Kim Krejus is an Australian stage, film, and television actress and acting coach. She is best known for her role in the 1978 film Mouth to Mouth, when she was just 19. She is the founder and artistic director of 16th Street Actors Studio in Melbourne, Australia.

==Early life and education==
Kim Krejus grew up in a Catholic household with an abusive alcoholic stepfather.

She studied her craft under international acting teachers at National Institute of Dramatic Art (NIDA) in Sydney, HB Studio (training under Uta Hagen) and the Atlantic Theatre School in New York City, and Drama Centre London (where Colin Firth was a fellow student).

==Career==
In 1978, at the age of 19, Krejus was nominated for an AACTA Award for Best Actress in a Leading Role for her performance in the film Mouth to Mouth. written and directed by John Duigan.

She also featured on the small screen, including in the lead role in TV miniseries Joe Wilson.

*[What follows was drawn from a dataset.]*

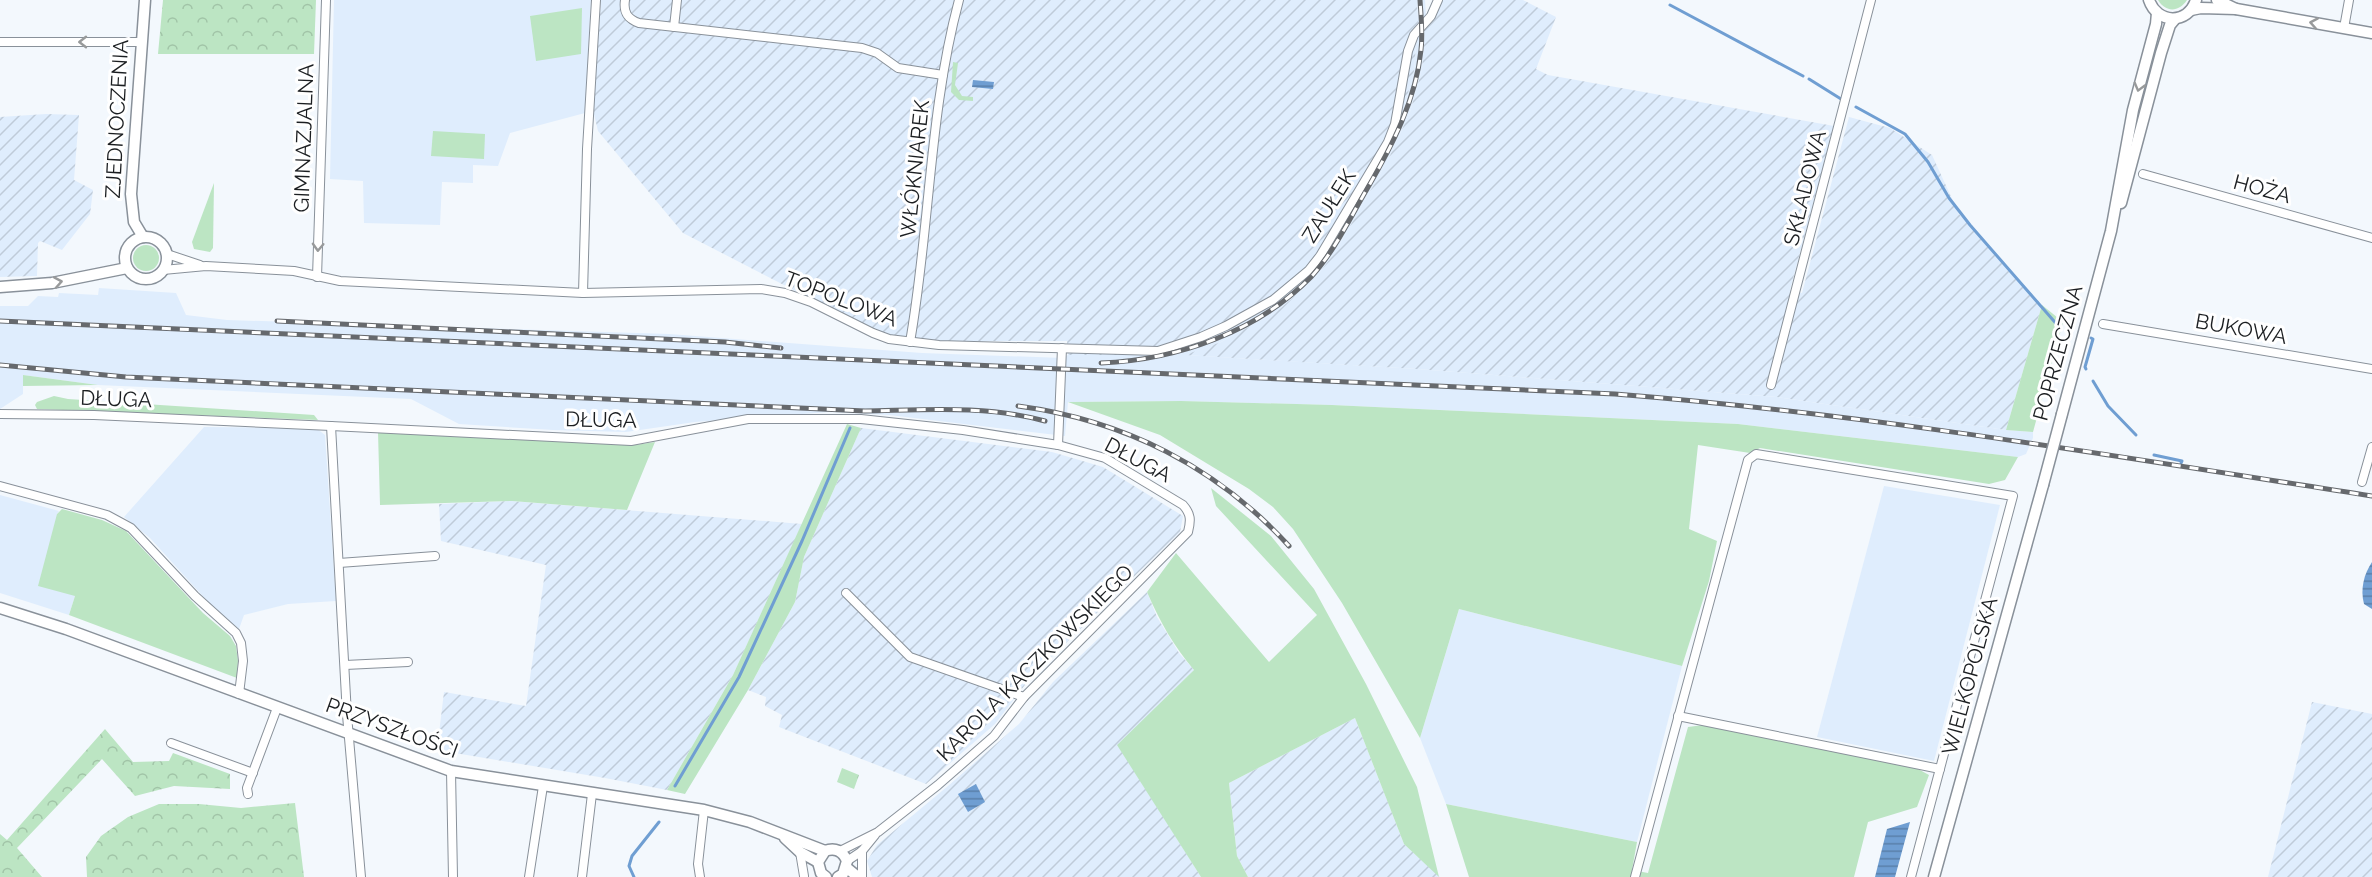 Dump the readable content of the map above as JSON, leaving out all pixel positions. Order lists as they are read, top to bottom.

She has appeared on stage in productions such as The Heidi Chronicles at the Cremorne Theatre in South Brisbane and the Northside Theatre Company's production of A Small Family Business. She has also featured in Broadway productions in the United States, and in theatre across the UK.

==Teaching==
Krejus has taught acting various Australian tertiary institutions, including Victorian College of the Arts, NIDA, Bond University, Central Queensland University. She has also been a private coach for many successful Australian actors including Kestie Morassi and Luke Mitchell.

===16th Street Actors Studio===
Krejus is the founder and artistic director of 16th Street Actors Studio, a training school for actors, in Melbourne, Australia. As of 2024, Iain Sinclair is head of acting at the school, and Deborra-Lee Furness is patron.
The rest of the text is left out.